Das ist schon in Planung. Jedoch möchte ich verstehen, wie man die Wettervorhersage für die Regelung einer Heizung genutzt werden kann und welches Stellglied angesprochen werden soll.


----------



## Oberchefe (3 November 2022)

> Das ist schon in Planung. Jedoch möchte ich verstehen, wie man die Wettervorhersage für die Regelung einer Heizung genutzt werden kann und welches Stellglied angesprochen werden soll.

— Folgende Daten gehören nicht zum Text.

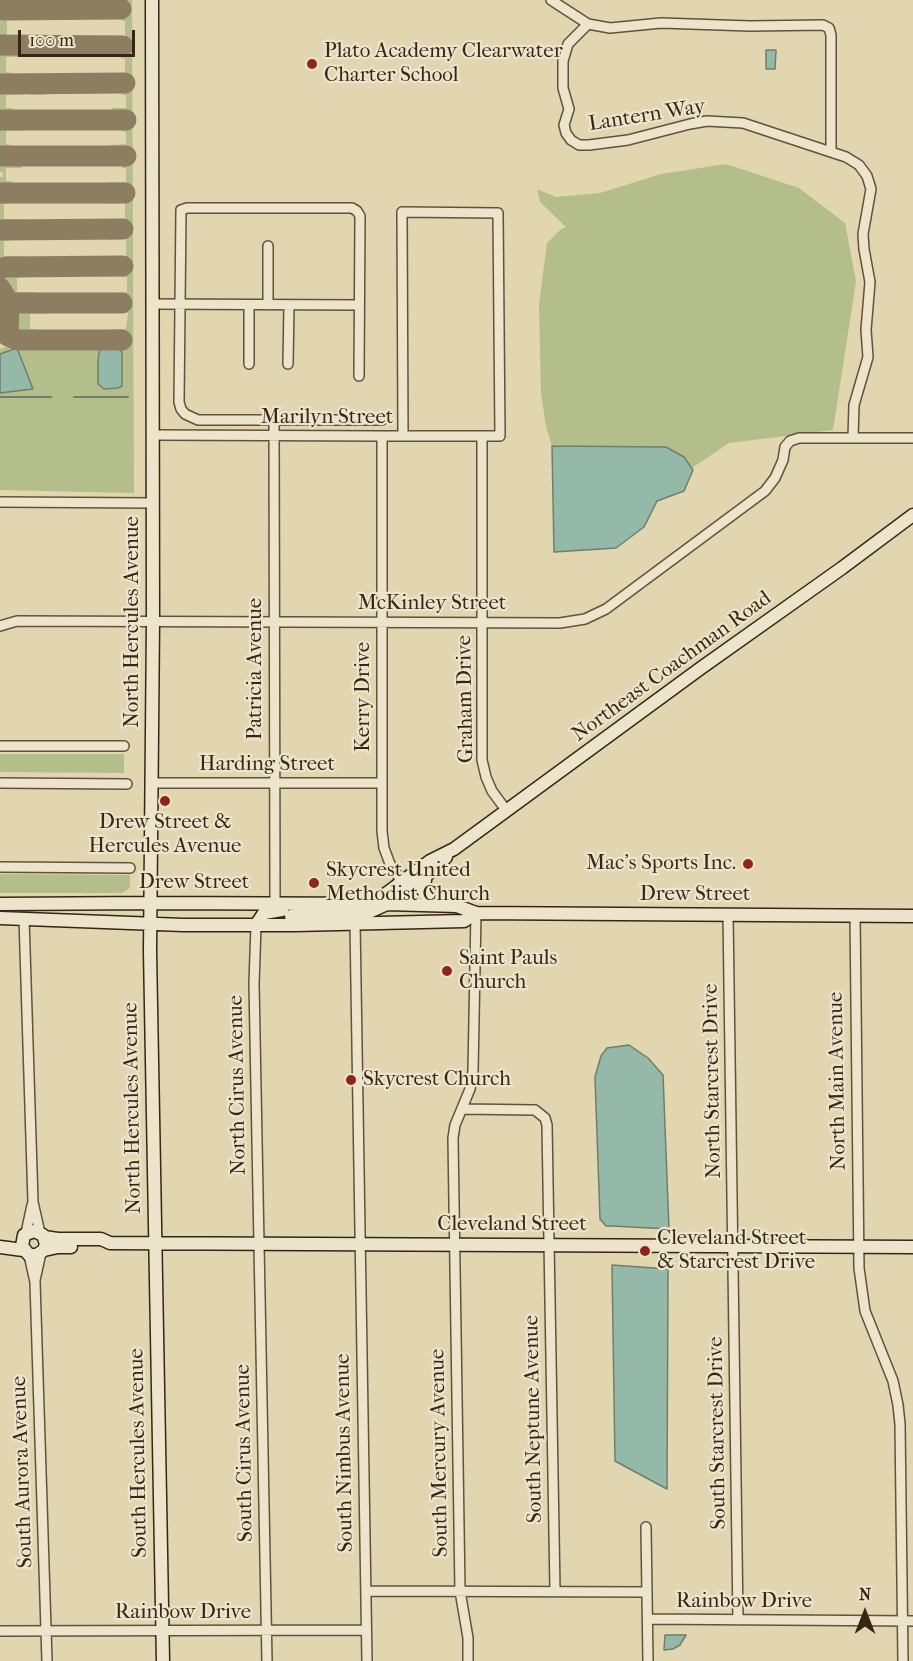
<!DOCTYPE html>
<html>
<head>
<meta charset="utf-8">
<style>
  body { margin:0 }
  #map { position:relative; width:913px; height:1661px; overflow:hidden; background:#e1d6af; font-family:"IM FELL French Canon",serif }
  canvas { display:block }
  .north { position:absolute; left:835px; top:1583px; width:60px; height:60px; -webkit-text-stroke:4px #ece4cb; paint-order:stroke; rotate:0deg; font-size:16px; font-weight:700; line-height:24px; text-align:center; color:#392516 }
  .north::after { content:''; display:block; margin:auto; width:21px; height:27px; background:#392516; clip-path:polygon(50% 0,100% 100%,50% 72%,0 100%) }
  .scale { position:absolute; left:18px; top:30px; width:117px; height:27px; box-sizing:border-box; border:3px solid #392516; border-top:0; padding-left:8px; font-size:18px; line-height:21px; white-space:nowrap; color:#392516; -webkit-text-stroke:4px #ece4cb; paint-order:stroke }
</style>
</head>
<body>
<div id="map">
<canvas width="913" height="1661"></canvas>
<div class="north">N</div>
<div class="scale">100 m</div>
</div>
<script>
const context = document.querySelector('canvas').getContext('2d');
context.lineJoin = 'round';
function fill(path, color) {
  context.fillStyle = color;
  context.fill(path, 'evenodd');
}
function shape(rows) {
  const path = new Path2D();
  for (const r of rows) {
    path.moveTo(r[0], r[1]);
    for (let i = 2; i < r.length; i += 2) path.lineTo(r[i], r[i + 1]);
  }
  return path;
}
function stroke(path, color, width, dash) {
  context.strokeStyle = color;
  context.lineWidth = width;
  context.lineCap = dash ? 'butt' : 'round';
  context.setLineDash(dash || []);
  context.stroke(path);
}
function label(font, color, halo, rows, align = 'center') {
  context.font = font + ' "IM FELL French Canon",serif';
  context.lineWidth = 4.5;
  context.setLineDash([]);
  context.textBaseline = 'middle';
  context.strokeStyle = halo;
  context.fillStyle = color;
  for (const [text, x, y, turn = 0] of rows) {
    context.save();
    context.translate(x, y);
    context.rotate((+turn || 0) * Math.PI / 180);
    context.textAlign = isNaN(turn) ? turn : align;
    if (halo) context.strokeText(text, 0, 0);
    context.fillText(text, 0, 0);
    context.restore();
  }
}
const green = shape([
  [6,0,35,0,35,6,10,7,6,4],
  [111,0,132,0,134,493,0,490,0,393,33,389,17,348,0,354,0,349,17,343,124,343,123,335,113,335,111,329,126,329,128,313,122,313,122,306,125,301,122,299,111,297,111,293,127,292,127,277,122,277,122,272,125,269,125,263,119,261,119,256,126,256,126,239,107,240,109,233,122,233,126,230,119,223,119,219,125,219,125,203,107,204,107,198,125,195,124,190,112,189,110,182,126,182,126,168,122,168,122,162,127,158,127,154,113,152,111,150,111,145,126,144,126,132,122,131,123,124,126,122,126,117,114,116,112,114,112,108,126,108,126,95,122,95,122,89,126,85,126,82,125,80,111,80,109,77,109,73,125,73,125,59,121,58,120,50,124,50,123,44,112,43,110,41,110,36,125,36,125,21,122,21,122,7,111,6],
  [0,13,22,13,24,16,24,20,7,20,7,35,12,35,10,43,0,41],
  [0,49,21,50,24,52,24,57,6,57,6,72,12,73,12,78,10,80,0,80],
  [0,86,21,86,23,88,23,95,6,95,6,108,13,108,11,116,0,116],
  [31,86,46,87,46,95,30,95],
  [0,123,14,123,14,128,16,127,17,123,23,125,23,131,6,131,6,144,11,145,10,153,0,153],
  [0,160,19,160,22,162,22,168,6,168,6,181,12,181,12,188,10,190,0,190,0,177,3,177,3,173,0,172],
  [726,164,799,188,845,223,856,281,833,430,729,443,692,468,684,457,666,447,552,446,546,427,541,392,539,304,547,243,560,230,566,227,540,202,537,189,556,197,600,193,661,174],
  [0,196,10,196,10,204,4,204,4,219,21,219,19,226,0,226],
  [0,233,8,233,9,235,9,241,4,241,4,256,21,256,18,263,0,263],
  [13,270,21,270,25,272,24,277,17,278,17,292,36,292,35,299,15,299,7,292,3,284],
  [17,306,45,306,47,308,48,314,30,314,30,329,36,329,34,336,18,336,12,332,12,311],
  [0,754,124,754,124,773,0,772],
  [0,874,130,875,130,888,122,893,0,893]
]);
const water = shape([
  [766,50,776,50,775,69,766,69,766,50],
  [107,346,117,347,122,352,122,386,118,388,104,389,98,384,98,360,100,348,107,346],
  [17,348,33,389,0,393,0,354,17,348],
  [552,446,666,447,684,457,693,470,684,491,657,501,644,527,616,548,554,552,552,446],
  [629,1045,648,1058,663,1075,669,1229,612,1226,606,1226,600,1219,595,1077,601,1056,607,1048,629,1045],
  [612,1265,668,1269,667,1489,615,1461,612,1265],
  [665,1635,686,1635,680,1645,673,1649,664,1650,665,1635]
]);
const stream = shape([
  [0,397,51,397],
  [74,397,128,397]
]);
const taxiway = shape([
  [3,10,121,9],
  [0,45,123,46],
  [0,84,125,83],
  [0,120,126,120],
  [0,156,126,156],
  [0,193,125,193],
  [0,230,123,229],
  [0,269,6,267,123,266],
  [0,288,9,303,122,303],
  [9,303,8,336,18,340,122,340]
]);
const street = shape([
  [551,0,588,24,610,28,661,23,750,26,823,25,829,28,831,35,831,151],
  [588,24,568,44,563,61,563,88,569,109,564,125,566,133,571,140,579,145,589,145,628,140,690,124,707,121,743,123,846,157,859,165,867,176,871,189,863,234,864,249,870,282,866,330,868,357,854,405,853,438],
  [153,304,359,305],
  [268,305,268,246],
  [249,364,249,305],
  [288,364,289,305],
  [359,376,360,216,357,211,352,208,187,208,181,210,179,402,181,409,185,414,198,420,382,420],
  [274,421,275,903],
  [153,435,382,436,500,436,498,213,402,212,403,436],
  [382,436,382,831,384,848,390,864,402,882],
  [482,436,482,760,486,777,492,791,506,810],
  [0,502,153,503],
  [0,626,17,621,560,623,585,619,606,609,765,491,775,478,783,460,785,447,790,441,799,438,913,438],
  [0,746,124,746],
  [0,783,127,784],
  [152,783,382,783],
  [0,867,130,868],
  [728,914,738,1620],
  [855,915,859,1268,865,1311,893,1381,898,1405,900,1424,903,1661],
  [24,918,33,1202,40,1233],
  [355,923,367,1661],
  [256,925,254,984,267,1661],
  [462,1109,535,1110,545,1118,547,1125,555,1591],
  [26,1233,32,1205],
  [29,1255,35,1282,47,1661],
  [35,1280,41,1253],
  [646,1527,648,1661],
  [366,1591,647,1592],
  [648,1619,913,1621],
  [0,1631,366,1630],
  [468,1661,468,1638,460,1591,453,1138,455,1125,470,1089,473,1071,476,913]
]);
const secondary = shape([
  [152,0,153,621,150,951,163,1661],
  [426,875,423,890,426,896,431,901,441,903],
  [369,902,383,896,430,861,454,849,701,668,842,568,913,515],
  [0,904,151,903,387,904,457,906,476,913,913,916],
  [291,916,369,912,387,904,436,868,446,857],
  [0,918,183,925,295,925,464,921,476,913],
  [256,925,264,913,282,910],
  [44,1237,58,1239,101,1239,110,1243,913,1247],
  [0,1247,23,1250],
  [44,1250,46,1244,43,1235,34,1231,24,1235,22,1246,29,1255,37,1255,44,1250,58,1247,71,1247]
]);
const markers = [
  [312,64,6,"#8f2418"],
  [165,801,6,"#8f2418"],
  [748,864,6,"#8f2418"],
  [314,883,6,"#8f2418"],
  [447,971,6,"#8f2418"],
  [351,1080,6,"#8f2418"],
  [645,1251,6,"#8f2418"]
];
const poiNames = [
  ["Plato Academy Clearwater",324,52],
  ["Charter School",324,76],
  ["Drew Street &",165,823,"center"],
  ["Hercules Avenue",165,847,"center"],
  ["Mac's Sports Inc.",736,864,"right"],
  ["Skycrest United",326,871],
  ["Methodist Church",326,895],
  ["Saint Pauls",459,959],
  ["Church",459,983],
  ["Skycrest Church",363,1080],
  ["Cleveland Street",657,1239],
  ["& Starcrest Drive",657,1263]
];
const streetNames = [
  ["Lantern Way",647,116,-9],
  ["Marilyn Street",327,418],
  ["McKinley Street",432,604],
  ["North Hercules Avenue",133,622,-90],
  ["Northeast Coachman Road",672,667,-36],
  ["Patricia Avenue",256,669,-90],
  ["Kerry Drive",364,697,-90],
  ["Graham Drive",466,699,-91],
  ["Harding Street",267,765],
  ["Drew Street",194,883],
  ["Drew Street",695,895],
  ["North Starcrest Drive",713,1081,-91],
  ["North Main Avenue",838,1081,-91],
  ["North Cirus Avenue",238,1085,-91],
  ["North Hercules Avenue",133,1108,-91],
  ["Cleveland Street",512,1225],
  ["South Neptune Avenue",534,1419,-91],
  ["South Starcrest Drive",718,1433,-91],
  ["South Hercules Avenue",139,1453,-91],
  ["South Cirus Avenue",245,1453,-91],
  ["South Nimbus Avenue",345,1453,-91],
  ["South Mercury Avenue",440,1453,-91],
  ["South Aurora Avenue",23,1472,-92],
  ["Rainbow Drive",744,1602],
  ["Rainbow Drive",183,1613]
];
fill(green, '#b3be8b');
fill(water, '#94b9a8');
stroke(water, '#707e6e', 1.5);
stroke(stream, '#707e6e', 2);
stroke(taxiway, '#8d7e62', 21);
stroke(street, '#63513c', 12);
stroke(secondary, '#392516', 15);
stroke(street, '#ece4cb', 9);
stroke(secondary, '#ece4cb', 12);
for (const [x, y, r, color] of markers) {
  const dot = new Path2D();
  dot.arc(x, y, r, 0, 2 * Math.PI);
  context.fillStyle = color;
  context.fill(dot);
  stroke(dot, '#ece4cb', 2);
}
label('21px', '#392516', '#ece4cb', poiNames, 'left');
label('21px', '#392516', '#ece4cb', streetNames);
</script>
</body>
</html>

Eine Mischung aus vorhergesagter Temperatur und Sonnenanteil ergibt einen "Soll", Sonnenanteil deswegen, weil bei identischer Außentemperatur ohne Sonne die Glasfläche auf der Südseite wirkungslos ist, mit Sonne dagegen der Inneraum wärmer wird. Wieviel Anteil usw. hängt natürlich vom Haus ab, wieviel Glasfläche ...
Beinflusst werden kann die Vorlauftemperatur, die ist normalerweise abhängig vom Soll (Drehregler) und von der Außentemperatur, je nach eingestellter Heizkurve meist eine Steigung, die parametriert werden kann plus Offset (Fußpunktanhebung).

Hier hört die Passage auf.